Compressibility – Volume change of a fluid with increasing pressure As the pressure applied to a (single-phase) fluid increases, its volume generally:

Difficulty: Easy

Correct Answer: decreases

Explanation:


Introduction:
Compressibility describes how the volume of a substance responds to pressure. In engineering fluids (especially liquids), compressibility is small but non-zero, and understanding the sign of volume change with pressure is important for storage tanks, hydraulic systems, and water-hammer analyses.


Given Data / Assumptions:

  • Single-phase homogeneous fluid (no boiling or cavitation).
  • Temperature held constant for the conceptual comparison.
  • Pressure is increased quasistatically.


Concept / Approach:

By definition, compressibility beta = − (1/V) * (dV/dP). For ordinary fluids, beta > 0, implying dV/dP < 0: as pressure P increases, volume V decreases. The reciprocal K = 1/beta is the bulk modulus, a positive quantity for stable materials, further confirming the inverse relation between pressure and volume.


Step-by-Step Solution:

Step 1: Write beta = − (1/V) * (dV/dP) > 0 for normal fluids.Step 2: Infer dV/dP < 0, i.e., increasing P reduces V.Step 3: Conclude that the volume decreases as pressure increases.

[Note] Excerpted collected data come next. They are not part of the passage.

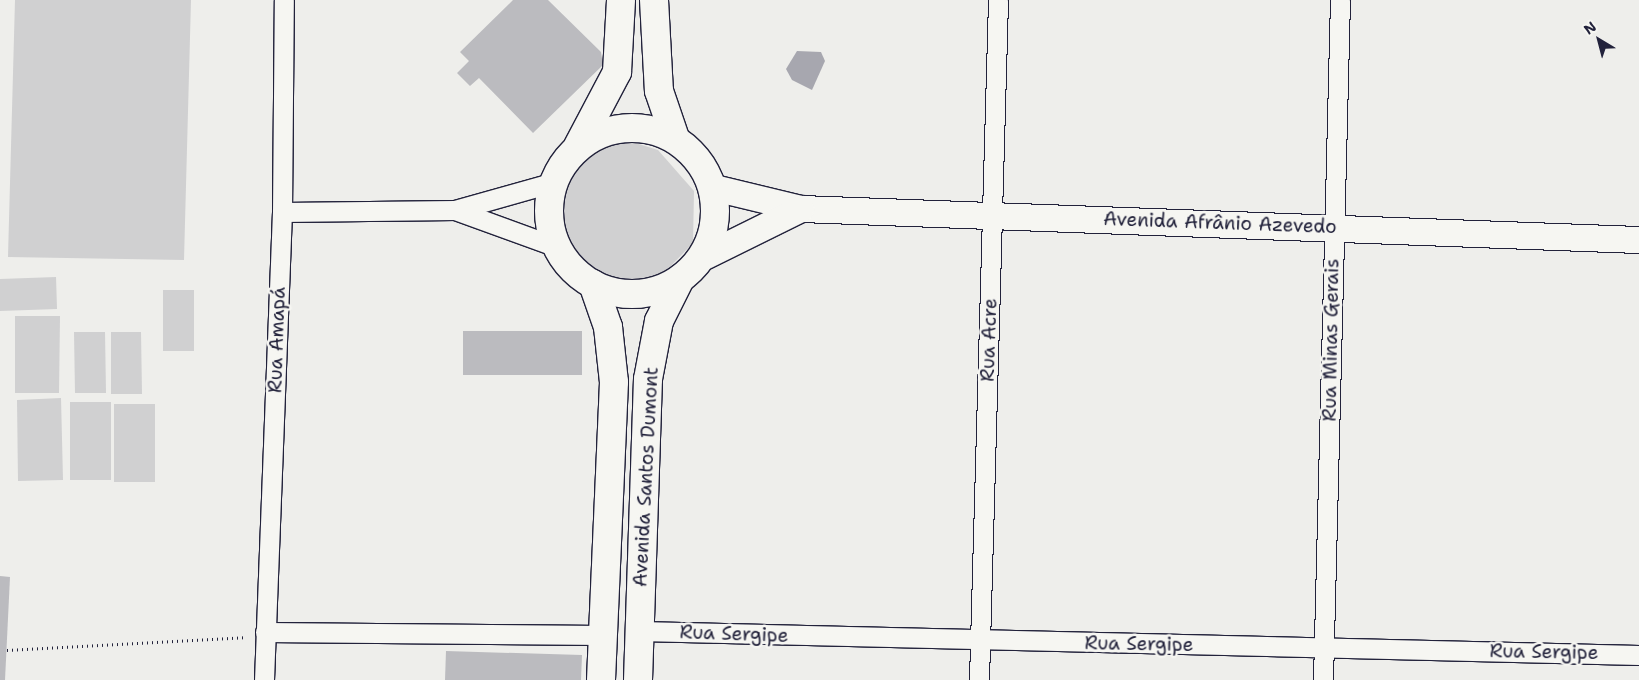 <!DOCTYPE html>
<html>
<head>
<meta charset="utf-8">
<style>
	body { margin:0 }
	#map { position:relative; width:1639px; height:680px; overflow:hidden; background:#eeeeeb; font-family:"Shantell Sans",sans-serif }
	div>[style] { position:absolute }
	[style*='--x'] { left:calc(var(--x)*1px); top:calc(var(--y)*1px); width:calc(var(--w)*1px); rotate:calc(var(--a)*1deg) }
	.green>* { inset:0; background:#d0d0d1 }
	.water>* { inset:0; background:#a7a7af }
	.building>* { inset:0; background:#bbbbbf }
	.path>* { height:3px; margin-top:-1.5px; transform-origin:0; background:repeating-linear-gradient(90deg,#22223b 0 1px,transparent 0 5px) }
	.roads { filter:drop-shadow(1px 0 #22223b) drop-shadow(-1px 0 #22223b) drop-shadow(0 1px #22223b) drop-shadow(0 -1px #22223b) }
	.street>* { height:19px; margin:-9.5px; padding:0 9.5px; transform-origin:9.5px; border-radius:9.5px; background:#f6f6f2 }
	.secondary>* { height:26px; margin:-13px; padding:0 13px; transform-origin:13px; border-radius:13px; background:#f6f6f2 }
	.primary>* { height:28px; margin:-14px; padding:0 14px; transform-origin:14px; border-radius:14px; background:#f6f6f2 }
	.primary>.ring { margin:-14px; padding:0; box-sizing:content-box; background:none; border:28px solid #f6f6f2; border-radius:50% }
	span { translate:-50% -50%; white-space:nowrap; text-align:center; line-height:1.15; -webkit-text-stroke:5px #f6f6f2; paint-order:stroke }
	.street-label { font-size:19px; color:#22223b }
	.north { position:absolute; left:1574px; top:15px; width:50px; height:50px; -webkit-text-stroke:4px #f6f6f2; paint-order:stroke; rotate:323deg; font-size:14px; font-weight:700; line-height:20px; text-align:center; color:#22223b }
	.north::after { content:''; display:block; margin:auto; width:18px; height:22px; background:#22223b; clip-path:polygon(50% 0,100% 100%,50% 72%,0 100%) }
</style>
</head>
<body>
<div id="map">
	<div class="green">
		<i style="clip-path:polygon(15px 0,191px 0,184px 260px,8px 257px)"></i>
		<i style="clip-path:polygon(626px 140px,658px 150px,694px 191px,693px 243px,665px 272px,623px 285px,595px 274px,560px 236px,561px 182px,594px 150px)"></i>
		<i style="clip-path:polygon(56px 277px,57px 309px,0 311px,0 279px)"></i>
		<i style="clip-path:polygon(163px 290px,194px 290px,194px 351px,163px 351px)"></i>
		<i style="clip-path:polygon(15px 316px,60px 316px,59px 393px,15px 393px)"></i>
		<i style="clip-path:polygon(74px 332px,105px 332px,106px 393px,75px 393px)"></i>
		<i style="clip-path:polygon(111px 332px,141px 332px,142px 394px,111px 394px)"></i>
		<i style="clip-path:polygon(61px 398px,63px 480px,18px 481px,17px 400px)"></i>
		<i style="clip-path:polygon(70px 402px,111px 402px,111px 480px,70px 480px)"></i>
		<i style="clip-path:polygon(114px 404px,155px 404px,155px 482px,114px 482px)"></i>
	</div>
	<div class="water">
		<i style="clip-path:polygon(797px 51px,821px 52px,825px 61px,812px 90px,792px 80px,786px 69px)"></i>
	</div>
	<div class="building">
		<i style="clip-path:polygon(513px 0,548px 0,601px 52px,603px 65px,533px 133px,479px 78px,470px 86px,457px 73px,469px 61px,460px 52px)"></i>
		<i style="clip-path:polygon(463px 331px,582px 331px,582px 375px,463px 375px)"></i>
		<i style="clip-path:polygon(0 576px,10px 577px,5px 680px,0 680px)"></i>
		<i style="clip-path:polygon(446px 651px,582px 655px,581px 680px,445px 680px)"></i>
	</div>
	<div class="path">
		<i style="--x:7;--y:650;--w:238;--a:-3.1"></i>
	</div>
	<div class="roads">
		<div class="street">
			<i style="--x:455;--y:210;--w:105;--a:20"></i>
			<i style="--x:282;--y:212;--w:173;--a:-0.7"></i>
			<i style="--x:455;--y:210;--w:100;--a:-15.7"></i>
			<i style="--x:639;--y:631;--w:1000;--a:1.37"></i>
			<i style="--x:265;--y:632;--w:337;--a:0.5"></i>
			<i style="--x:264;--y:680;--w:468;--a:-87.8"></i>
			<i style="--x:282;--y:212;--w:212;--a:-89.5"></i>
			<i style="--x:979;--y:680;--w:680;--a:-88.4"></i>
			<i style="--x:1323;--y:680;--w:680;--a:-88.57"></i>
		</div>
		<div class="secondary">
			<i style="--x:714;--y:188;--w:89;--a:13.6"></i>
			<i style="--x:801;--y:209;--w:839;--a:2.12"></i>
			<i style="--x:706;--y:256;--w:106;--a:-26.3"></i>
		</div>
		<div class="primary">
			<i style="--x:654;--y:0;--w:91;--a:86.9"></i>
			<i style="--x:659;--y:91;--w:50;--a:71.2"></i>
			<i class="ring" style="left:549px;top:128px;width:138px;height:138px"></i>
			<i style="--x:578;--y:146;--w:84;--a:-62.2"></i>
			<i style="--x:617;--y:72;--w:72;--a:-86.8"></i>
			<i style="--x:593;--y:284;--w:46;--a:70.8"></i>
			<i style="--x:608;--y:327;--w:55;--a:83.8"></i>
			<i style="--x:614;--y:382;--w:298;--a:92.5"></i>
			<i style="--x:638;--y:680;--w:301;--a:-88.1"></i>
			<i style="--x:648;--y:379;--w:59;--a:-79.3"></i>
			<i style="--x:659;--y:321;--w:47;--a:-63.4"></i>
		</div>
	</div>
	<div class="street-label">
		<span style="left:1220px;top:223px;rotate:2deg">Avenida Afrânio Azevedo</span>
		<span style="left:277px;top:340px;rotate:-88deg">Rua Amapá</span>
		<span style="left:989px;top:340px;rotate:-88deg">Rua Acre</span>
		<span style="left:1331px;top:340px;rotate:-89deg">Rua Minas Gerais</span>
		<span style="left:646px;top:477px;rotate:-87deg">Avenida Santos Dumont</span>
		<span style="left:734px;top:634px;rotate:2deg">Rua Sergipe</span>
		<span style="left:1139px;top:644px;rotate:1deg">Rua Sergipe</span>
		<span style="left:1544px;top:652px;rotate:1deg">Rua Sergipe</span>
	</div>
	<div class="north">N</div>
</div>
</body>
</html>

Verification / Alternative check:

For water at room temperature, K ≈ 2 * 10^9 Pa; a pressure rise of 10 MPa reduces volume by roughly 0.5%, illustrating the small but definite decrease.


Why Other Options Are Wrong:

Remains same: Only an approximation for very small pressure changes in practical calculations.Increases / oscillates / non-monotonic: Contradict the sign derived from positive bulk modulus in single-phase conditions.


Common Pitfalls:

Assuming “incompressible” means zero change; it actually means volume change is negligible for the calculation’s required accuracy.